Im Hereinbrechen des neuen Tages schickte Old O’Flynn einen argwöhnischen Blick zum Strand der Bucht hinüber. Er stand an der Backbordseite des Quarterdecks, hatte die Hände auf das Schanzkleid gelegt und schien angestrengt nachzudenken. Keiner der Männer, die in seiner Nähe waren, bezweifelte im geringsten, daß es wieder die üblichen düsteren Vorstellungen waren, die seinen Geist beschäftigten.

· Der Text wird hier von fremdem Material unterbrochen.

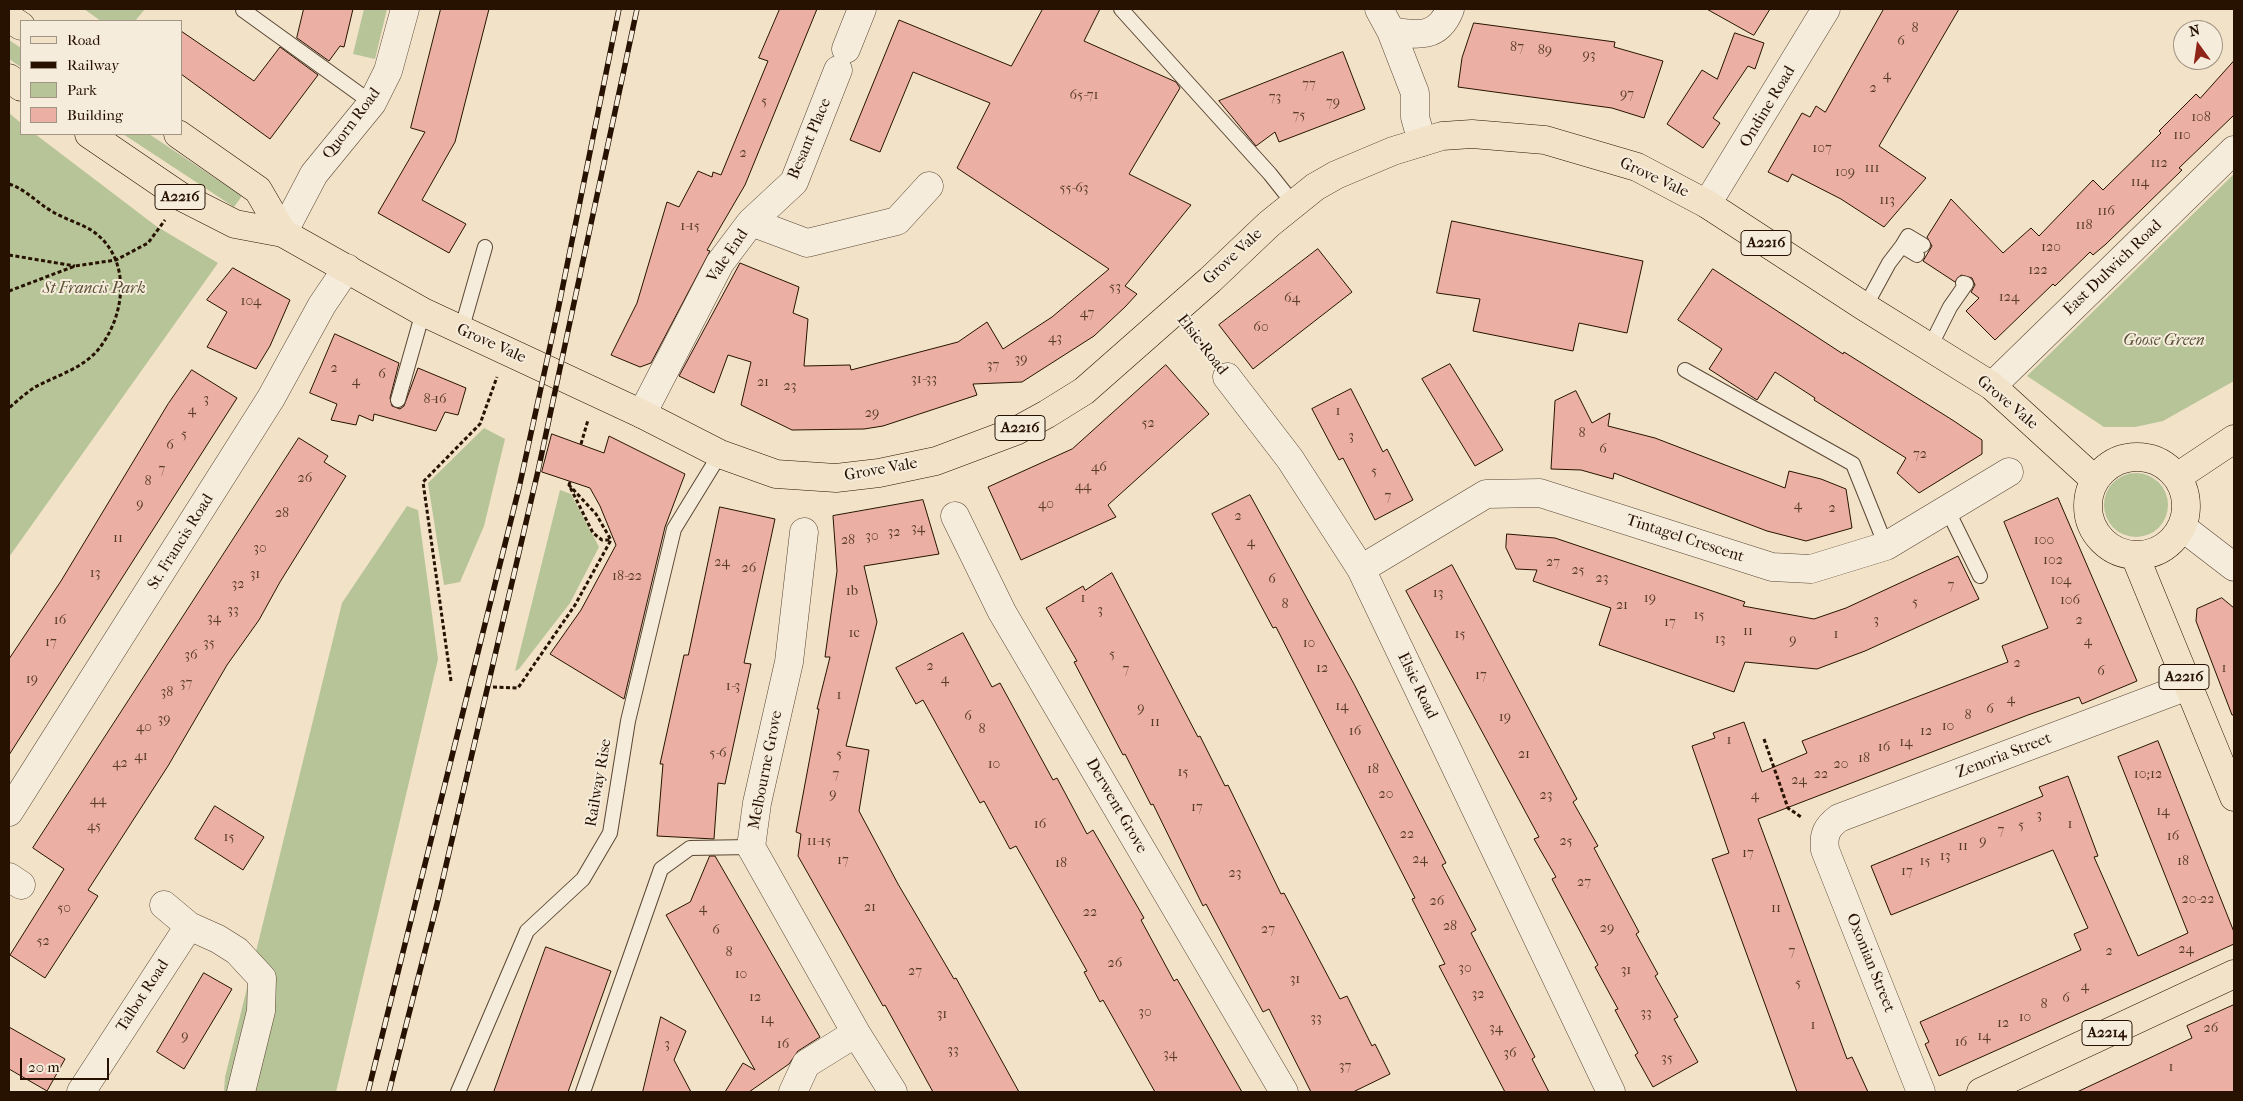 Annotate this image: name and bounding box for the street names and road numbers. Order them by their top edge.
street label: Ondine Road [1736,63,1800,151]
street label: Quorn Road [319,84,385,164]
street label: Besant Place [784,95,836,183]
street label: Grove Vale [1616,154,1692,202]
road number: A2216 [155,184,205,210]
street label: East Dulwich Road [2060,216,2166,320]
street label: Grove Vale [1199,225,1267,289]
street label: Vale End [703,226,753,286]
road number: A2216 [1741,230,1791,256]
street label: Elsie Road [1172,311,1232,379]
street label: Grove Vale [453,320,529,368]
street label: Grove Vale [1973,372,2041,434]
road number: A2216 [995,416,1045,440]
street label: Grove Vale [843,454,919,486]
street label: St. Francis Road [144,491,218,593]
street label: Tintagel Crescent [1624,511,1746,567]
street label: Elsie Road [1393,650,1441,722]
road number: A2216 [2159,664,2209,690]
street label: Melbourne Grove [745,709,787,831]
street label: Zenoria Street [1954,729,2054,783]
street label: Railway Rise [582,737,616,829]
street label: Derwent Grove [1081,755,1151,857]
street label: Oxonian Street [1841,911,1899,1015]
street label: Talbot Road [113,956,173,1036]
road number: A2214 [2082,1020,2132,1046] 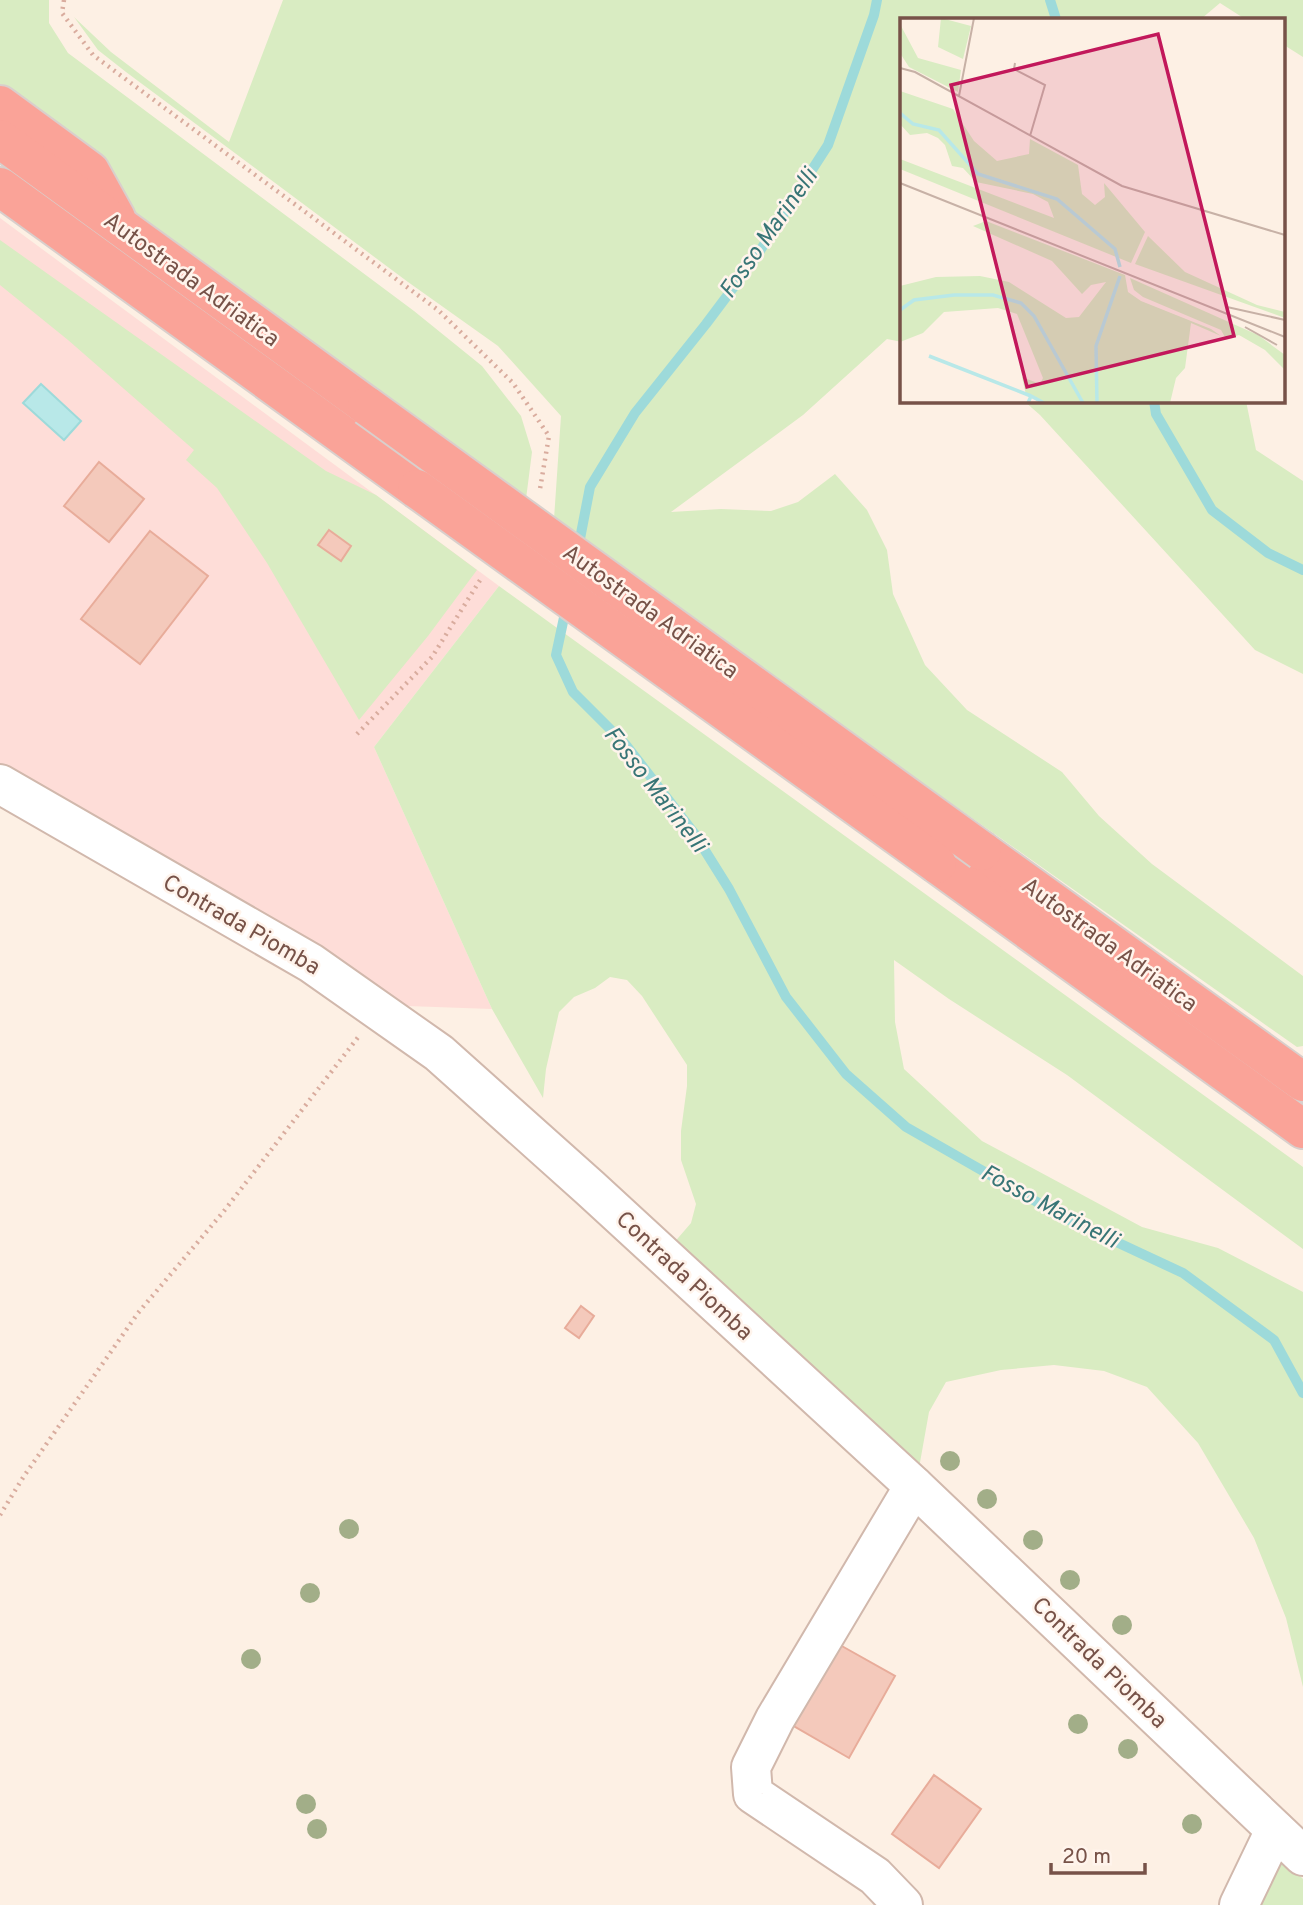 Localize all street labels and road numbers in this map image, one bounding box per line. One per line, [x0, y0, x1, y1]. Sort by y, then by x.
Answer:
street label: Autostrada Adriatica [97, 207, 284, 355]
street label: Autostrada Adriatica [556, 539, 743, 687]
street label: Contrada Piomba [157, 869, 325, 983]
street label: Autostrada Adriatica [1015, 872, 1202, 1020]
street label: Contrada Piomba [609, 1206, 758, 1348]
street label: Contrada Piomba [1024, 1592, 1172, 1736] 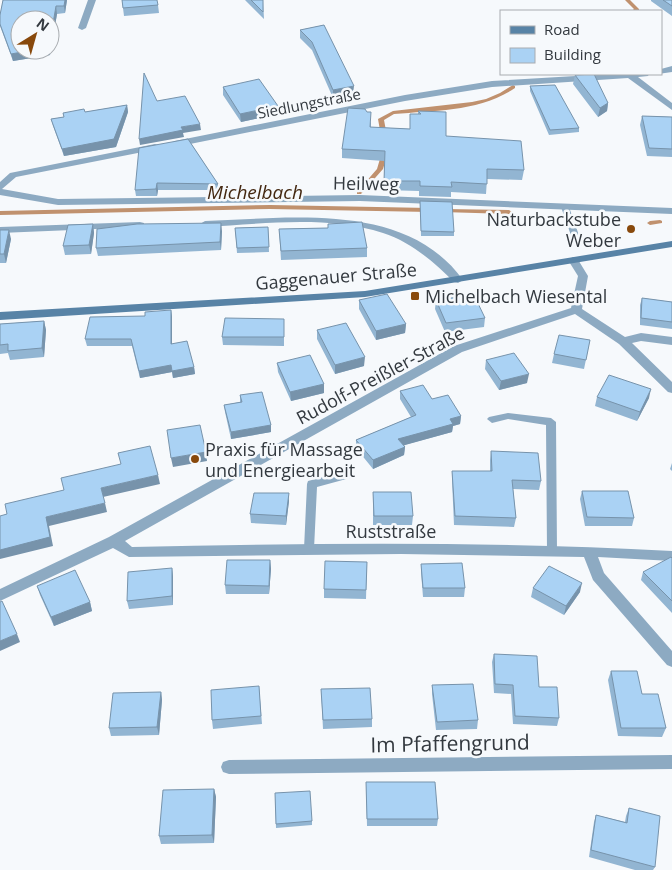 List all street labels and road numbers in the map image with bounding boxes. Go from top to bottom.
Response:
street label: Siedlungstraße [256,83,362,123]
street label: Heilweg [333,170,400,196]
street label: Gaggenauer Straße [254,257,418,295]
street label: Rudolf-Preißler-Straße [292,320,468,430]
street label: Ruststraße [346,519,436,543]
street label: Im Pfaffengrund [370,728,530,758] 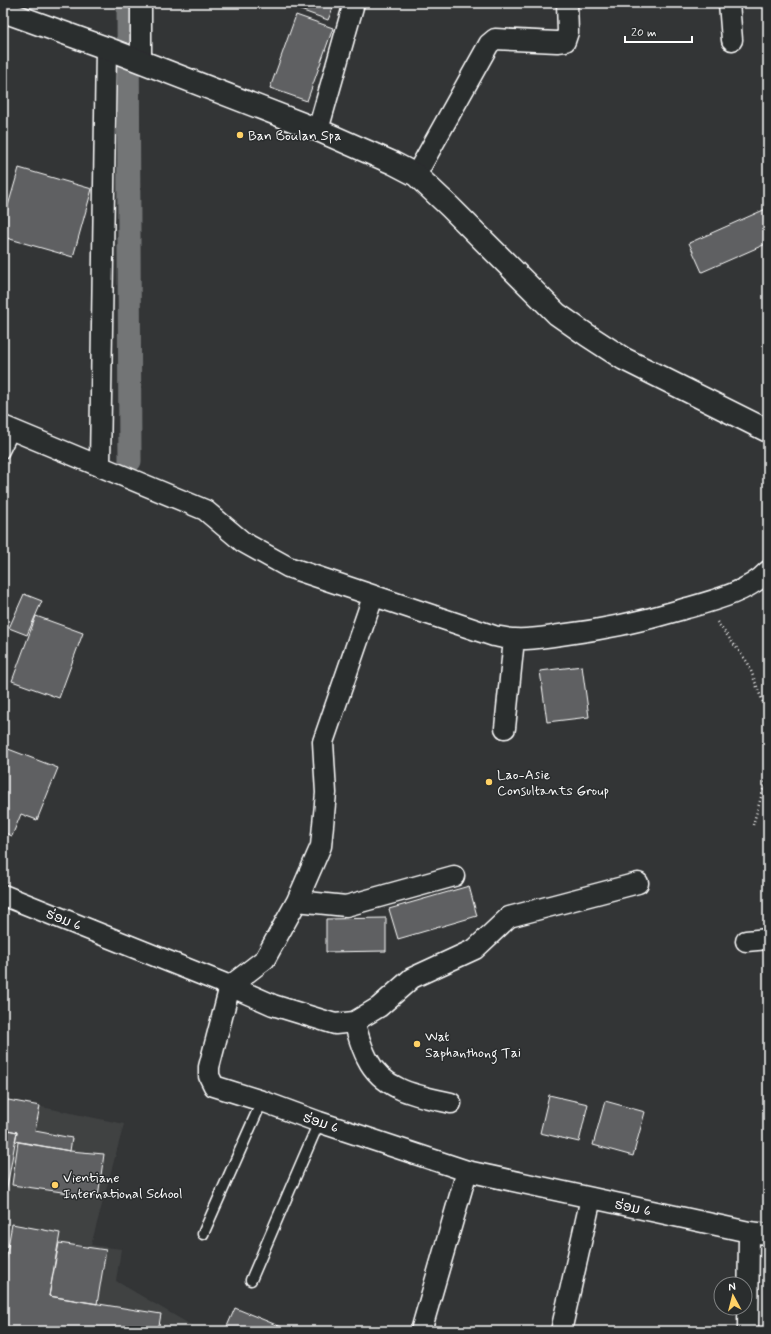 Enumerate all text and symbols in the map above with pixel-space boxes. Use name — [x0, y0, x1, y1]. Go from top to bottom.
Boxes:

Shane wollte den Alten ansprechen, aber Ferris Tucker hielt ihn zurück und gab ihm durch eine Geste zu verstehen, daß es besser wäre, Old Donegal in Ruhe zu lassen. In der Tat gerieten Old O’Flynn und der graubärtige Riese schon oft genug aneinander, besonders dann, wenn es um die „Gesichter“ und die üblen Ahnungen des Alten ging.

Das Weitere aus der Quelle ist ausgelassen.